[[ MATERIAL TO PROCESS open ]]

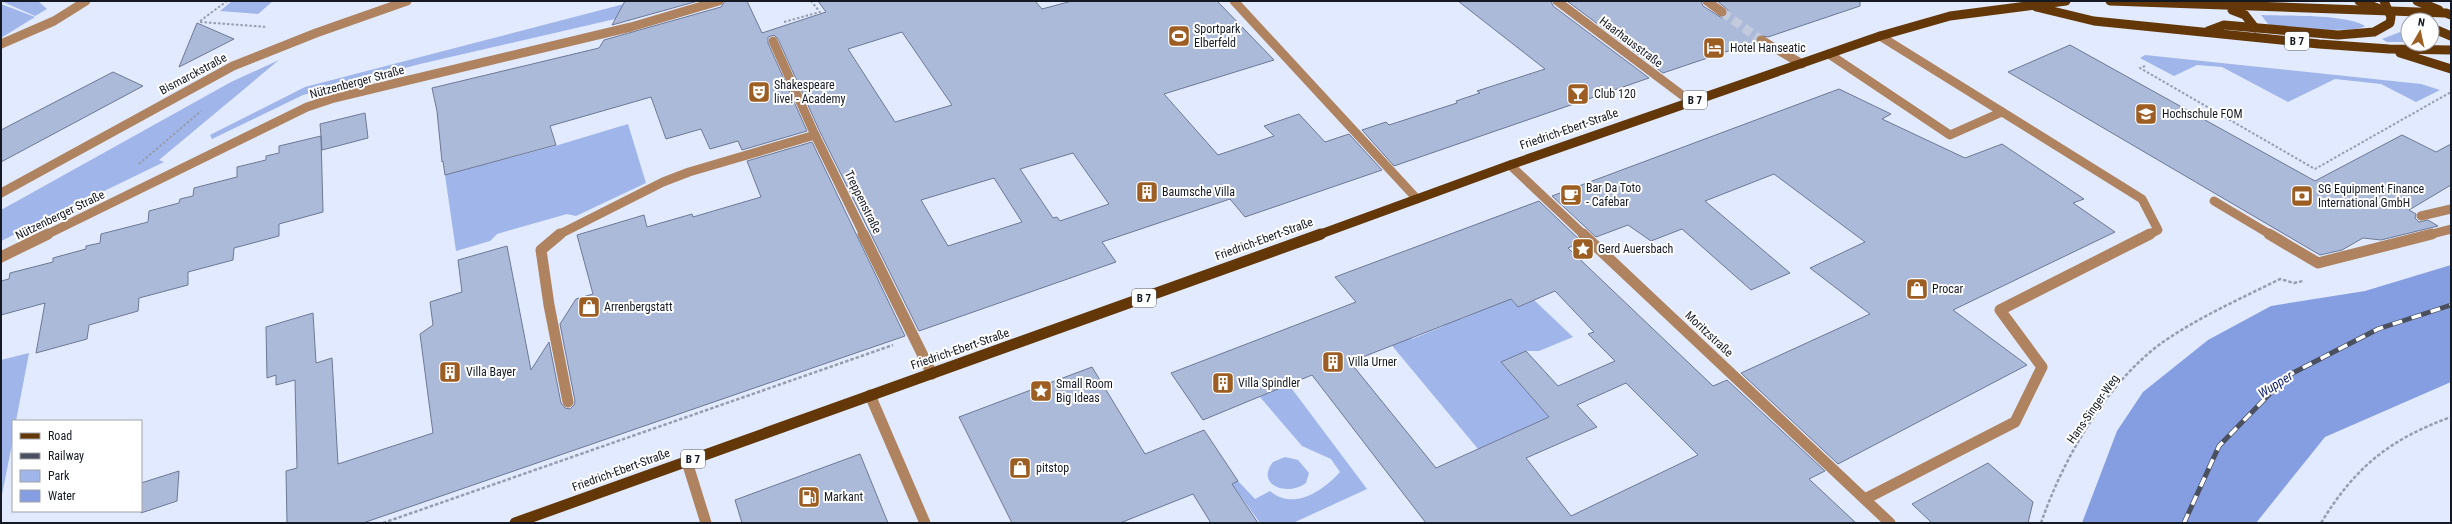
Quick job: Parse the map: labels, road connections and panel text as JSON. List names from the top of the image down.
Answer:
{
  "streets": {
    "main road": ["B 7", "Friedrich-Ebert-Straße"],
    "street": [
      "Haarhausstraße",
      "Bismarckstraße",
      "Nützenberger Straße",
      "Treppenstraße",
      "Moritzstraße"
    ],
    "path": ["Hans-Singer-Weg"]
  },
  "crossings": [
    ["B 7", "Friedrich-Ebert-Straße"],
    ["Haarhausstraße", "Friedrich-Ebert-Straße"],
    ["Friedrich-Ebert-Straße", "Treppenstraße"],
    ["Friedrich-Ebert-Straße", "Moritzstraße"]
  ],
  "water": ["Wupper"],
  "places": {
    "sports": ["Sportpark Elberfeld"],
    "hotel": ["Hotel Hanseatic"],
    "theatre": ["Shakespeare live! - Academy"],
    "bar": ["Club 120"],
    "school or university": ["Hochschule FOM"],
    "building": [
      "Baumsche Villa",
      "Villa Urner",
      "Villa Bayer",
      "Villa Spindler"
    ],
    "cafe": ["Bar Da Toto - Cafebar"],
    "bank": ["SG Equipment Finance International GmbH"],
    "place": ["Gerd Auersbach", "Small Room Big Ideas"],
    "shop": ["Procar", "Arrenbergstatt", "pitstop"],
    "fuel station": ["Markant"]
  },
  "legend": [
    "Road",
    "Railway",
    "Park",
    "Water"
  ],
  "north": "top"
}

[[ MATERIAL TO PROCESS closed ]]

PROBLEM STATEMENT
Strip the images and reproduce the remaining records precisely.

TASK RESPONSE
Quick job: Parse the map: labels, road connections and panel text as JSON. List names from the top of the image down.
Answer:
{
  "streets": {
    "main road": ["B 7", "Friedrich-Ebert-Straße"],
    "street": [
      "Haarhausstraße",
      "Bismarckstraße",
      "Nützenberger Straße",
      "Treppenstraße",
      "Moritzstraße"
    ],
    "path": ["Hans-Singer-Weg"]
  },
  "crossings": [
    ["B 7", "Friedrich-Ebert-Straße"],
    ["Haarhausstraße", "Friedrich-Ebert-Straße"],
    ["Friedrich-Ebert-Straße", "Treppenstraße"],
    ["Friedrich-Ebert-Straße", "Moritzstraße"]
  ],
  "water": ["Wupper"],
  "places": {
    "sports": ["Sportpark Elberfeld"],
    "hotel": ["Hotel Hanseatic"],
    "theatre": ["Shakespeare live! - Academy"],
    "bar": ["Club 120"],
    "school or university": ["Hochschule FOM"],
    "building": [
      "Baumsche Villa",
      "Villa Urner",
      "Villa Bayer",
      "Villa Spindler"
    ],
    "cafe": ["Bar Da Toto - Cafebar"],
    "bank": ["SG Equipment Finance International GmbH"],
    "place": ["Gerd Auersbach", "Small Room Big Ideas"],
    "shop": ["Procar", "Arrenbergstatt", "pitstop"],
    "fuel station": ["Markant"]
  },
  "legend": [
    "Road",
    "Railway",
    "Park",
    "Water"
  ],
  "north": "top"
}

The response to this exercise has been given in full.